Prince Elector Friedrich of Brandenburg, the later King Friedrich I. of Prussia, created on May 8, 1667, the order “de la Générosité”. After Friedrich II. claimed the Prussian throne in 1740 the order was transformed into the order “pour le mérite”. He did so while striving to elevate Prussia to a major player in Europe needing a true award for merit. Only during the second half of the 18th century the order was mostly awarded to active military personnel. At that time the Prussian army was 150.000 men strong. Friedrich Wilhelm III. changed the regulations of the “pour le mérite” on January 18, 1810, honoring military personnel for merit during combat only, thus it became a true military order. The “pour le mérite” for merit in Science and Arts was consecutively established in 1842. In 1813 however the oak leaf was added as a sign of repetitive or superseded qualification for winning a “pour le mérite”.
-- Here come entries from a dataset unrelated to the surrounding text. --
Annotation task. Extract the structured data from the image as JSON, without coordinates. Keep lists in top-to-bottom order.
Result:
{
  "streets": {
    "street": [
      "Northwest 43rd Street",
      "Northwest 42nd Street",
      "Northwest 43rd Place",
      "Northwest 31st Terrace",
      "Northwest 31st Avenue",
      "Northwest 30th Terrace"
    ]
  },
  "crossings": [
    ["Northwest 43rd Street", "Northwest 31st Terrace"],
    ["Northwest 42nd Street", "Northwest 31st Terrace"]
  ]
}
The order consisted initially of a blue enameled golden Maltese cross with golden eagles in between each cross arm. The avers showed the crown and cypher “F” for Friedrich on the top cross arm and the name Pour le Mé-, rite starting from the left cross arm to the right ending on the bottom.
In its existence a total of approximately 5750 decorations were awarded in all its models and variations. Out of the total number of awards about 900 go back to its founder Friedrich II. or “the Great” over a time span of 46 years, his successor Friedrich Wilhelm II. however, managed to award a similar number during a reign of only 11 years. The highest number of awarded “pour le mérite’s” came under the reign of Friedrich Wilhelm III. from 1797 to 1840.
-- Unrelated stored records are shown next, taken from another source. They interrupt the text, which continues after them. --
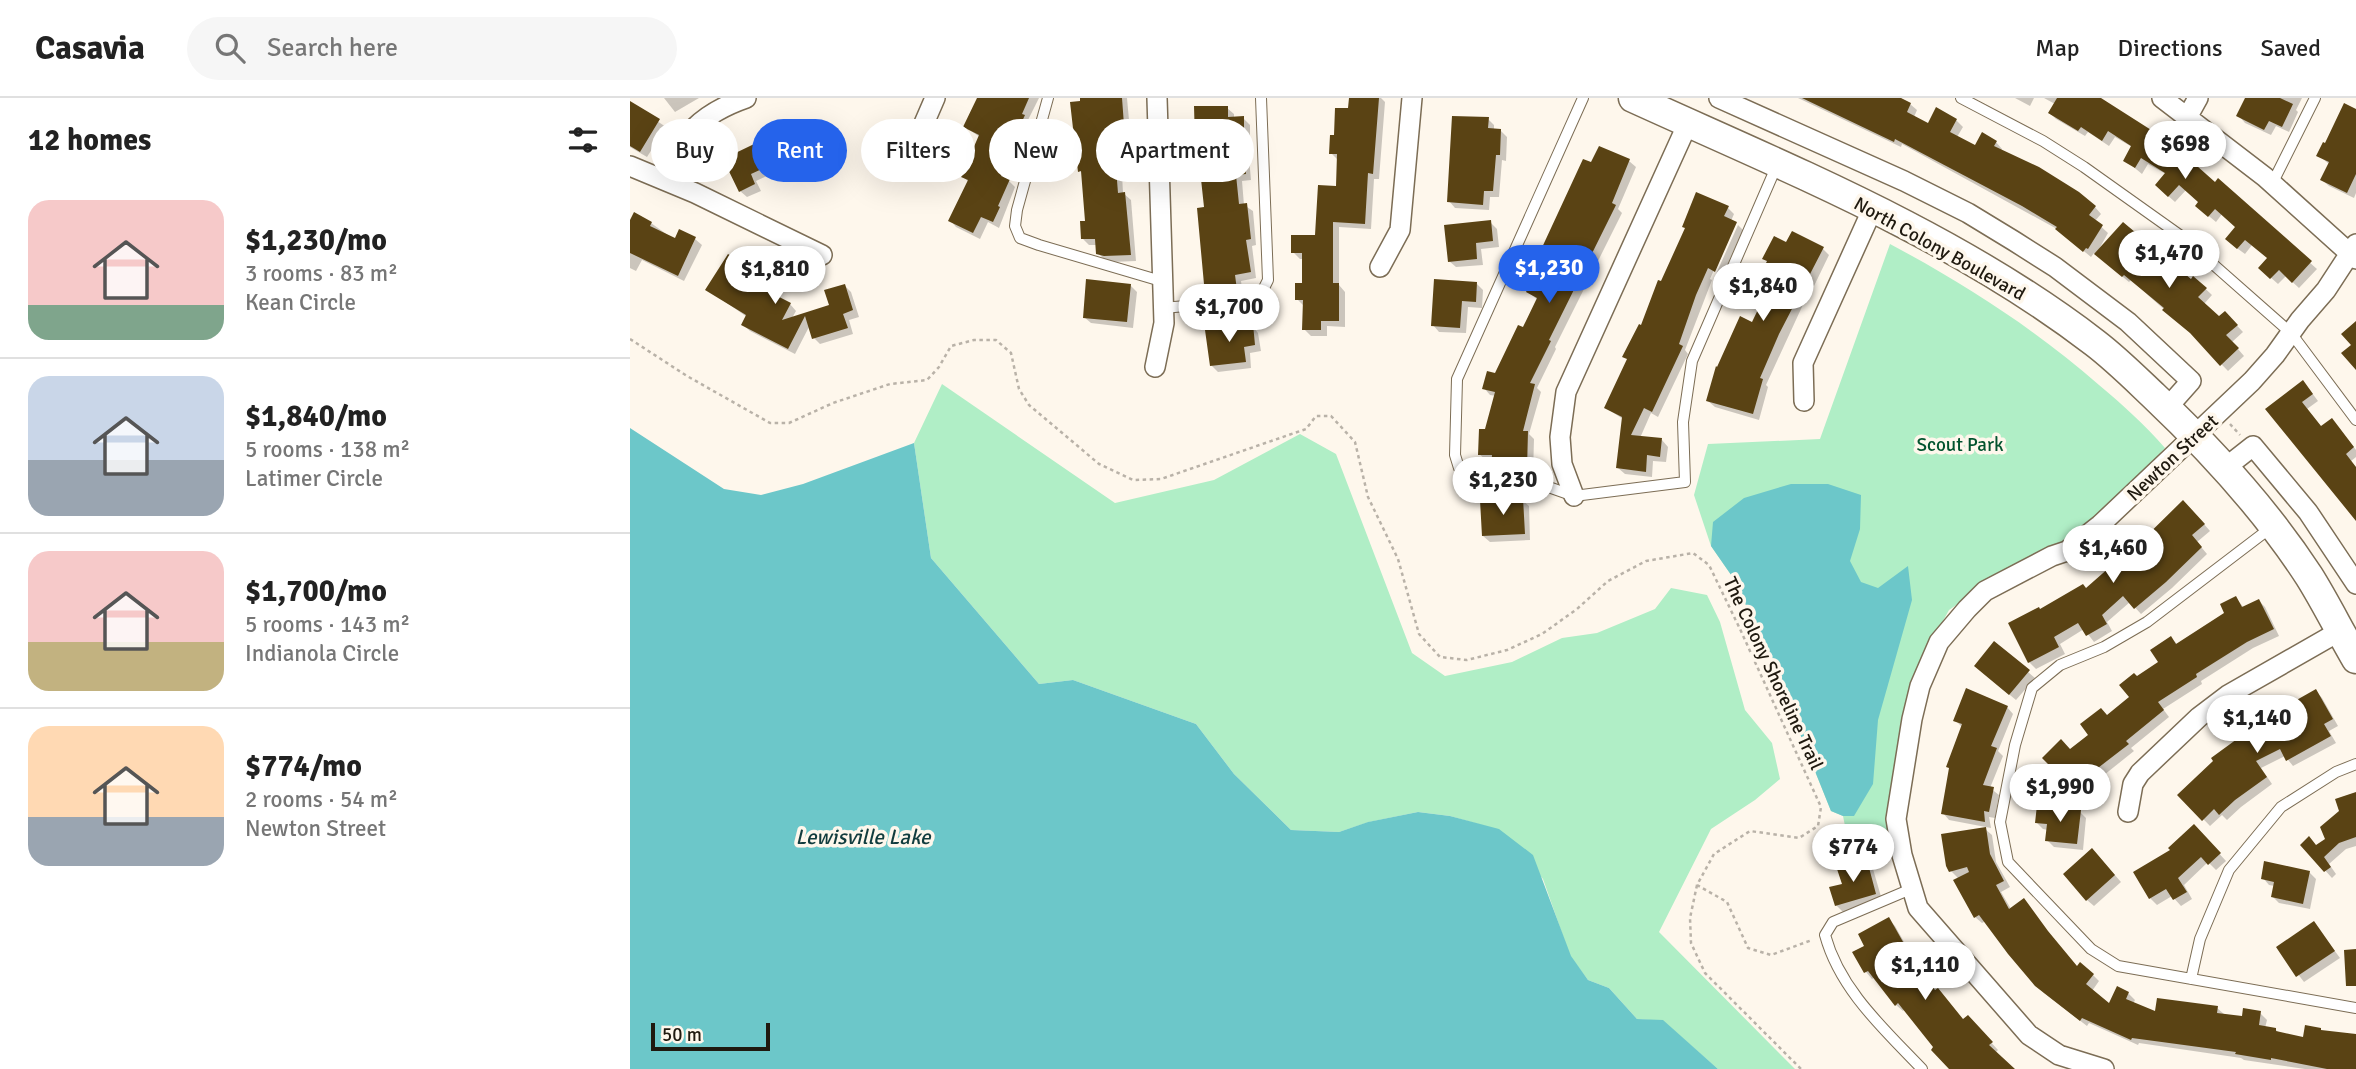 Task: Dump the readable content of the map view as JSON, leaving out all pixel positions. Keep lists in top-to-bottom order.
{
  "streets": {
    "main road": ["North Colony Boulevard"],
    "street": ["Newton Street"],
    "path": ["The Colony Shoreline Trail"]
  },
  "crossings": [
    ["North Colony Boulevard", "Newton Street"]
  ],
  "water": ["Lewisville Lake"],
  "parks": ["Scout Park"],
  "scale_bar": "50 m",
  "page": {
    "header": "Casavia",
    "search": "Search here",
    "nav": ["Map", "Directions", "Saved"],
    "heading": "12 homes",
    "chip": [
      "Buy",
      "Rent",
      "Filters",
      "New",
      "Apartment"
    ],
    "price": [
      "$698",
      "$1,470",
      "$1,230",
      "$1,810",
      "$1,840",
      "$1,700",
      "$1,230",
      "$1,460",
      "$1,140",
      "$1,990",
      "$774",
      "$1,110"
    ],
    "list": [
      {
        "name": "$1,230/mo",
        "note": "3 rooms · 83 m² · Kean Circle"
      },
      {
        "name": "$1,840/mo",
        "note": "5 rooms · 138 m² · Latimer Circle"
      },
      {
        "name": "$1,700/mo",
        "note": "5 rooms · 143 m² · Indianola Circle"
      },
      {
        "name": "$774/mo",
        "note": "2 rooms · 54 m² · Newton Street"
      }
    ],
    "scale": "50 m"
  }
}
Friedrich Wilhelm IV. added a golden crown for those recipients wearing the esteemed order for 50 years in 1844. He also re-established the value of the order “pour le mérite” by adding the swords to the Red Eagle Order, resulting in only 28 awards during the war of 1848/49. He did award only 32 during his reign. Wilhelm I. added the grand cross in 1866 and the oak leaf to the grand cross in 1873. He awarded about 300 decorations in his lifetime. Friedrich III. as the bearer of the grand cross saw no reason to award the “pour le mérite”. Wilhelm II. changed the practice of awarding orders and medals in general, including those of the order “pour le mérite”. He found only about 850 reasons to honor citizens and foreigners alike.
With the First World War degenerating into a long and costly trench warfare, precious raw materials grew scarce. Even the materials used for medals and decorations became subject to strict scrutiny. Following similar proclamations in other German states, Prussia mandated that medals and decorations should be made from replacement materials. The General Orders Commission ordered on October 10, 1916, that gold-based decorations should be crafted only from gilt silver with a silver content of 938/1000. By Prussian law those decorations had to be marked with the content mark 938 and the manufacturers control mark.
The order “pour le mérite” takes a special place amongst all awards for bravery within the German states and is well known worldwide as “Blue Max” as a homage to Max Immelmann, the first recipient of a “pour le mérite” within the German air force.